__What you will do__: Please report how many lines in these records contain the string "Council", and give nothing besides the number.

__Records for the task__:
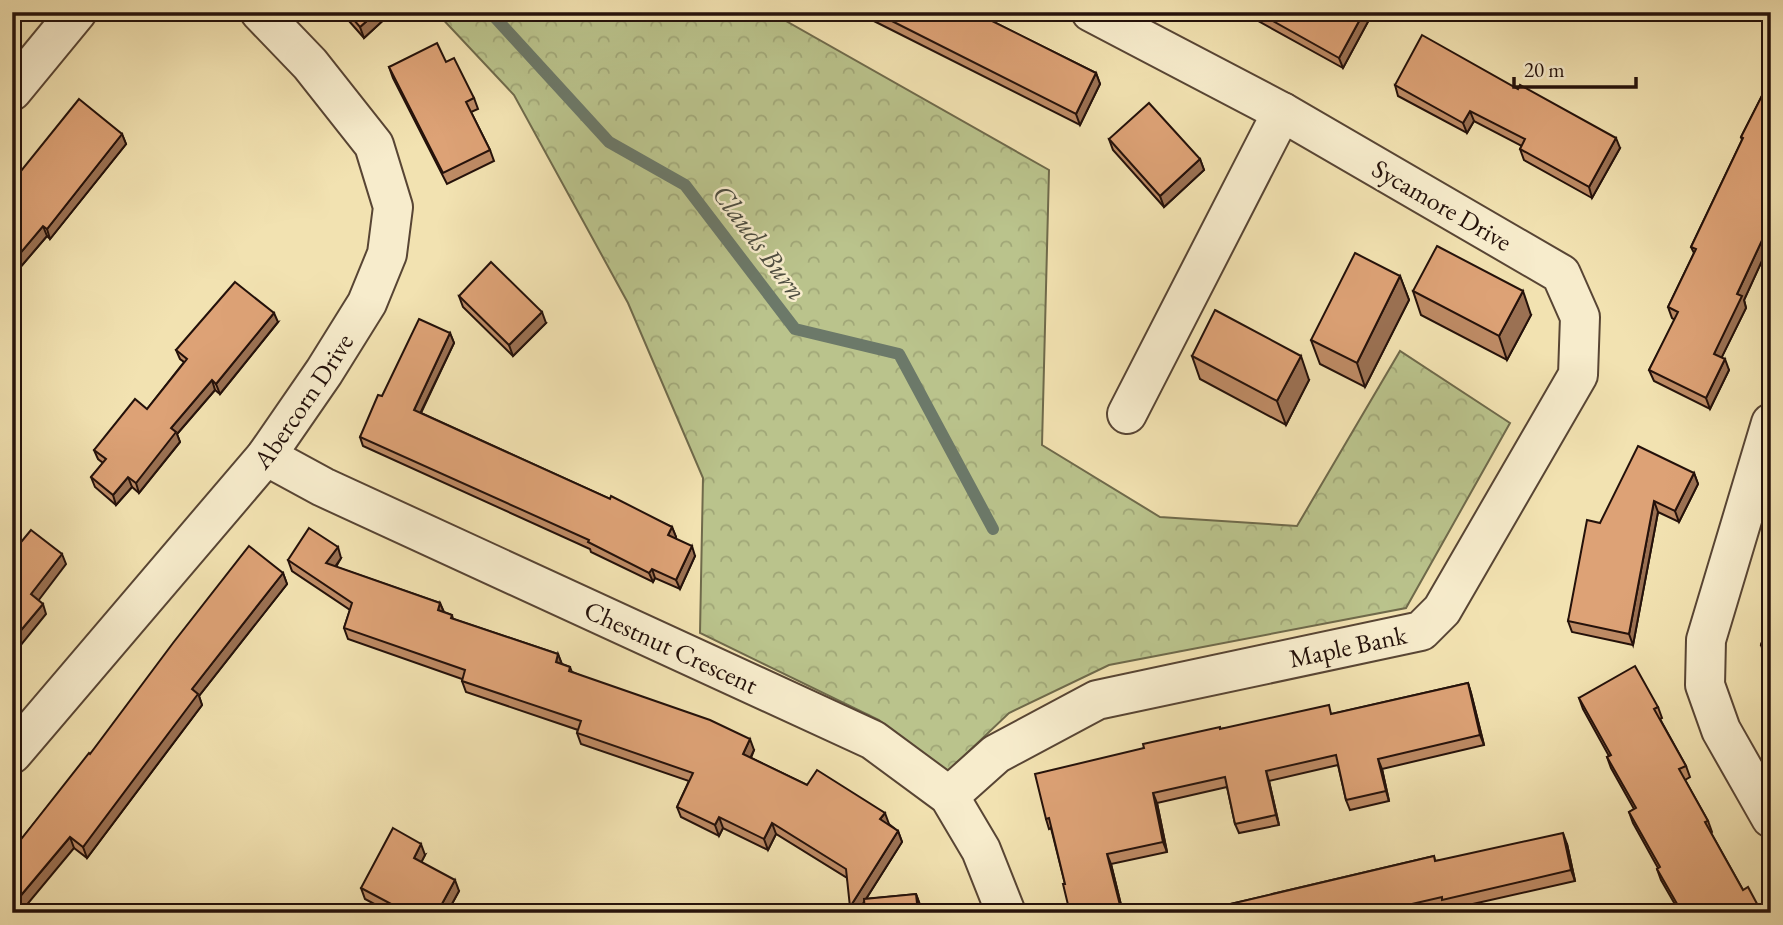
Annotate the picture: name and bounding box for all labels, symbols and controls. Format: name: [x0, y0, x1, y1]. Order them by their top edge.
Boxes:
scale bar: [1514, 46, 1636, 90]
text: 20 m: [1524, 56, 1565, 83]
street label: Sycamore Drive: [1366, 151, 1518, 259]
water label: Clauds Burn: [705, 177, 815, 307]
street label: Abercorn Drive: [245, 327, 361, 477]
street label: Chestnut Crescent: [579, 593, 763, 702]
street label: Maple Bank: [1286, 617, 1411, 676]

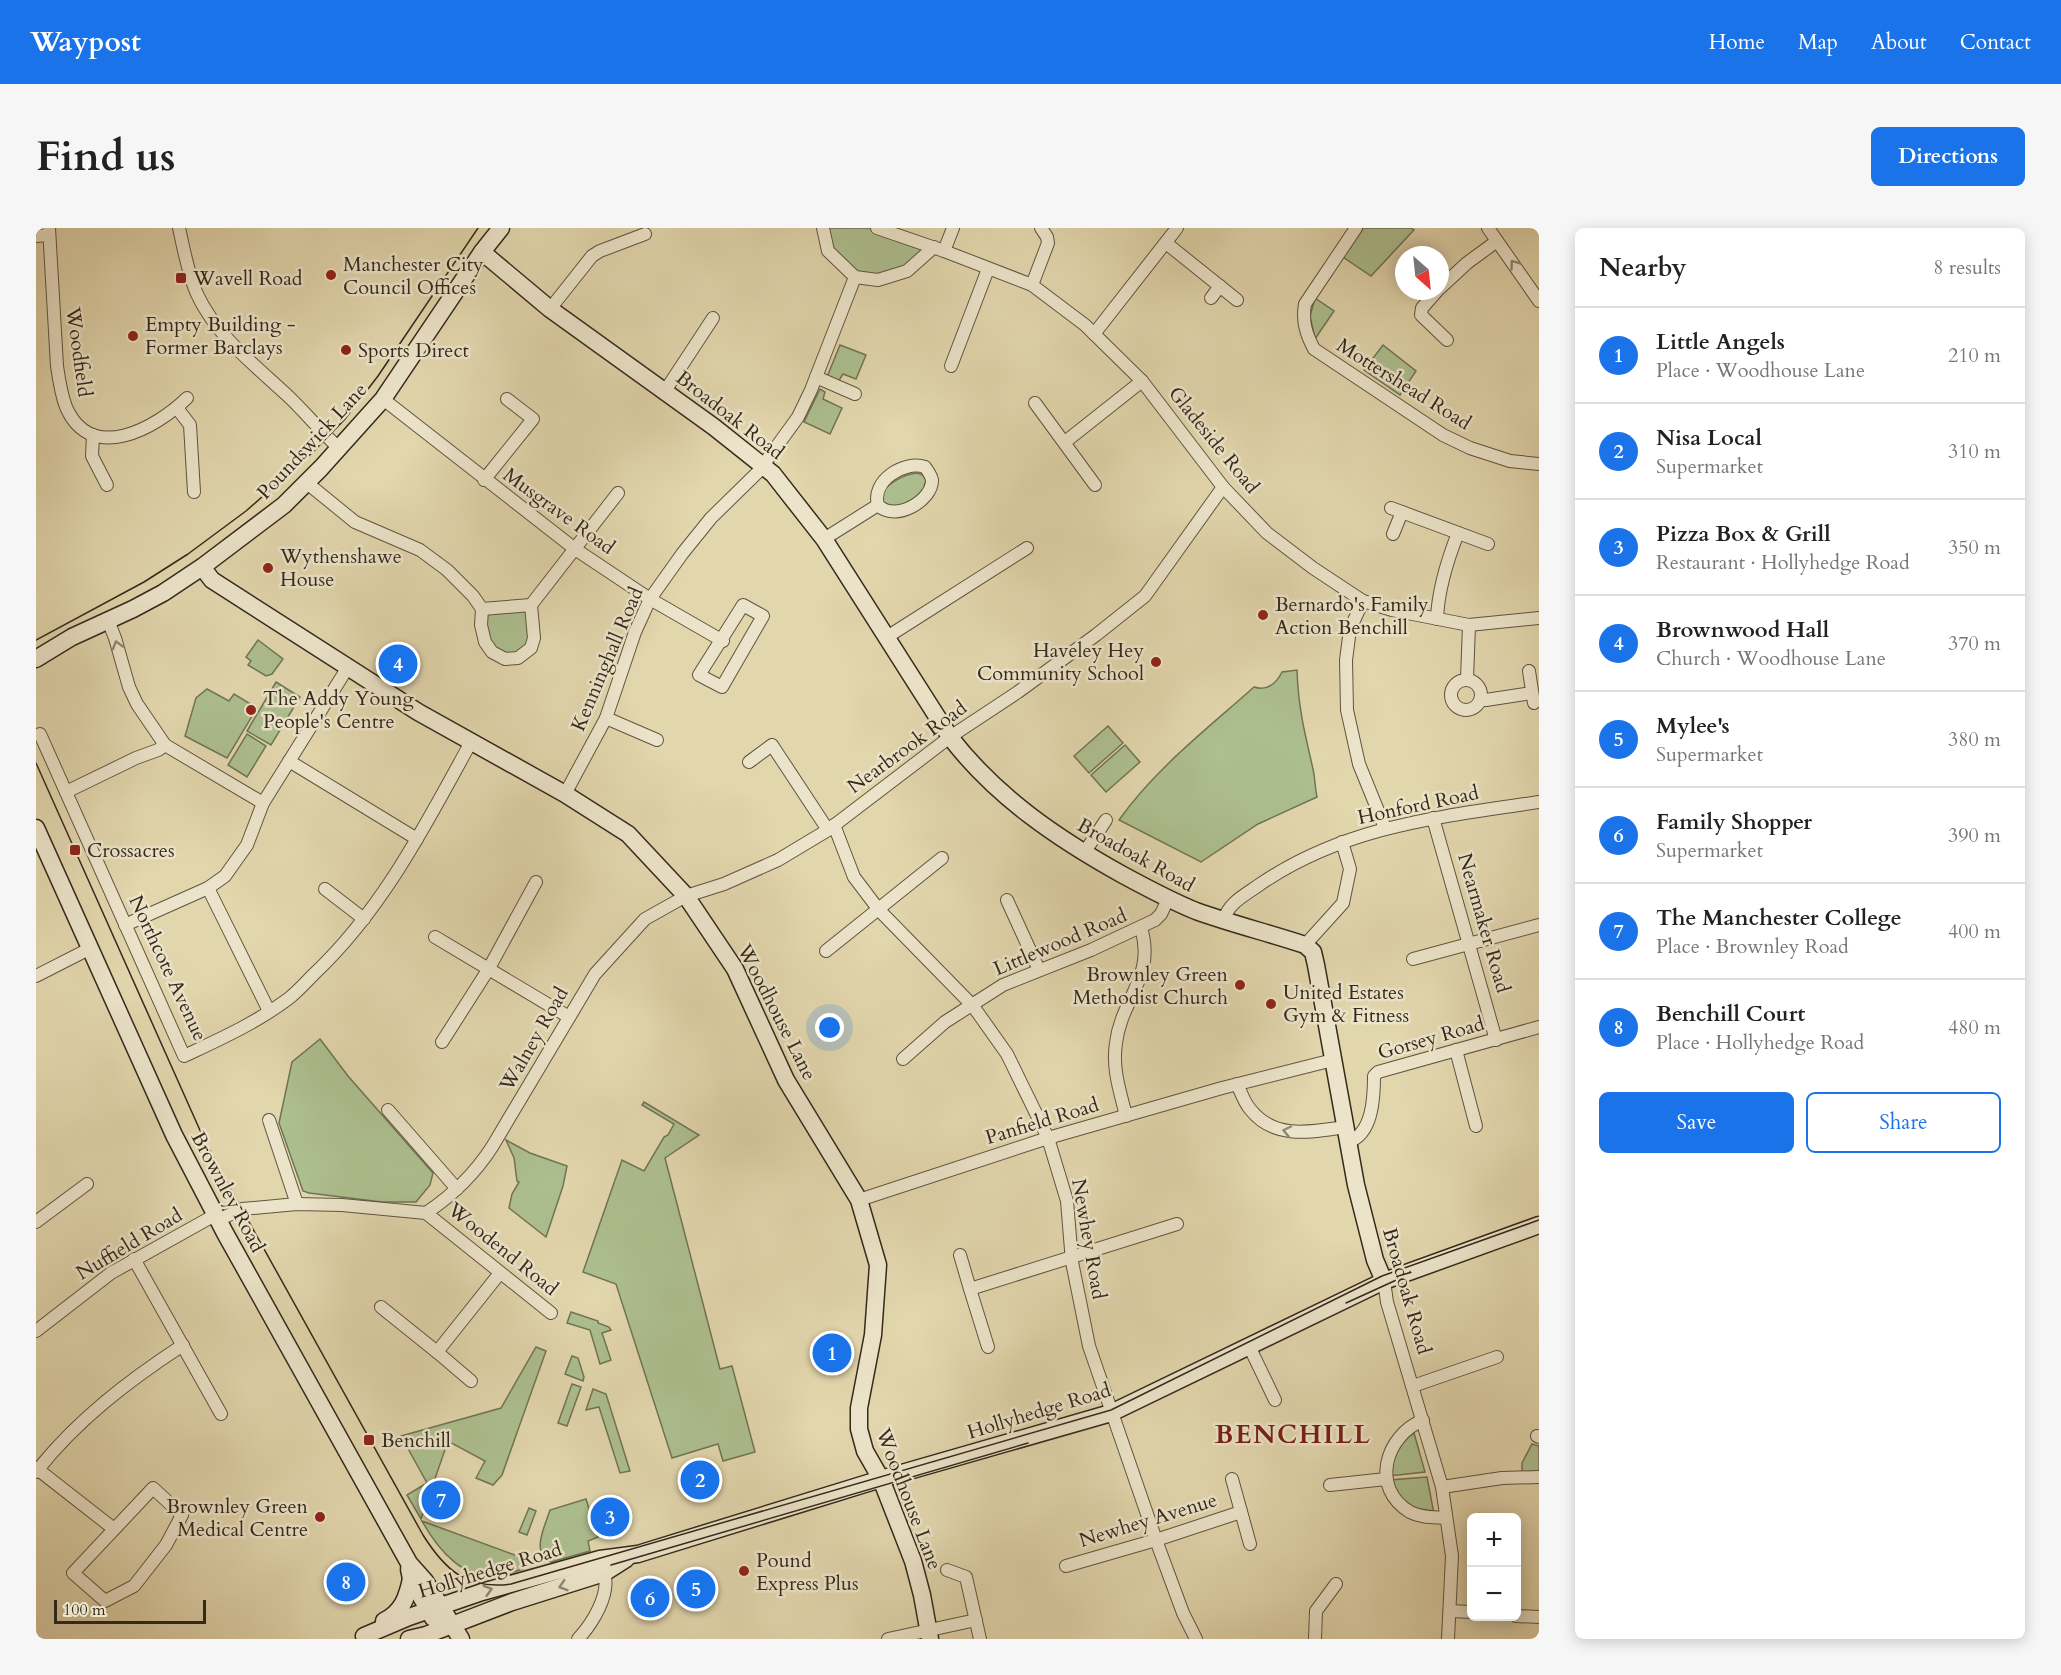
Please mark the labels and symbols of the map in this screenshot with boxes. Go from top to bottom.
north arrow [1395,246,1449,300]
place label: Manchester City Council Offices [343,251,484,301]
one-way arrow [1510,260,1521,271]
place label: Wavell Road [192,265,303,292]
marker: Manchester City Council Offices [324,268,338,282]
marker: Wavell Road [174,271,188,285]
street label: Woodfield [59,304,99,399]
place label: Empty Building - Former Barclays [145,311,296,361]
marker: Empty Building - Former Barclays [126,329,140,343]
street label: Mottershead Road [1332,332,1477,436]
place label: Sports Direct [358,337,470,364]
marker: Sports Direct [339,343,353,357]
street label: Broadoak Road [670,364,790,466]
street label: Poundswick Lane [251,377,373,505]
street label: Gladeside Road [1162,381,1266,500]
street label: Musgrave Road [498,461,621,561]
place label: Wythenshawe House [279,543,402,593]
marker: Wythenshawe House [261,561,275,575]
street label: Kenninghall Road [564,583,650,735]
place label: Bernardo's Family Action Benchill [1275,591,1429,641]
marker: Bernardo's Family Action Benchill [1256,608,1270,622]
place label: Haveley Hey Community School [977,637,1144,687]
one-way arrow [112,640,124,651]
pin: 4 [378,642,418,686]
marker: Haveley Hey Community School [1149,655,1163,669]
place label: The Addy Young People's Centre [263,685,415,735]
street label: Nearbrook Road [842,694,973,800]
marker: The Addy Young People's Centre [244,703,258,717]
street label: Honford Road [1355,779,1481,831]
street label: Broadoak Road [1072,812,1200,899]
place label: Crossacres [87,837,175,864]
marker: Crossacres [68,843,82,857]
street label: Nearmaker Road [1451,850,1517,996]
street label: Northcote Avenue [122,891,214,1045]
street label: Littlewood Road [989,902,1131,982]
street label: Woodhouse Lane [731,938,823,1085]
place label: Brownley Green Methodist Church [1073,961,1229,1011]
marker: Brownley Green Methodist Church [1233,978,1247,992]
place label: United Estates Gym & Fitness [1283,979,1409,1029]
street label: Walney Road [493,982,575,1097]
marker: United Estates Gym & Fitness [1264,997,1278,1011]
street label: Gorsey Road [1375,1010,1488,1066]
your location [815,1013,844,1042]
street label: Panfield Road [982,1091,1102,1151]
one-way arrow [1282,1125,1292,1138]
street label: Brownley Road [185,1127,271,1257]
street label: Newhey Road [1065,1177,1113,1302]
street label: Woodend Road [441,1195,564,1302]
street label: Nuffield Road [71,1201,187,1286]
street label: Broadoak Road [1376,1225,1438,1358]
pin: 1 [812,1330,852,1376]
street label: Hollyhedge Road [964,1376,1114,1446]
district label: BENCHILL [1215,1417,1371,1452]
street label: Woodhouse Lane [869,1423,948,1574]
place label: Benchill [381,1427,451,1454]
marker: Benchill [362,1433,376,1447]
pin: 2 [680,1458,720,1502]
pin: 7 [422,1478,460,1522]
street label: Newhey Avenue [1076,1486,1220,1554]
place label: Brownley Green Medical Centre [166,1493,309,1543]
pin: 3 [590,1494,630,1540]
marker: Brownley Green Medical Centre [313,1510,327,1524]
street label: Hollyhedge Road [415,1535,565,1605]
place label: Pound Express Plus [756,1547,859,1597]
pin: 8 [326,1560,366,1604]
marker: Pound Express Plus [737,1564,751,1578]
pin: 5 [676,1566,716,1612]
pin: 6 [630,1576,670,1620]
one-way arrow [558,1579,569,1591]
one-way arrow [483,1585,493,1598]
scale bar [54,1597,206,1624]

__The answer__: 2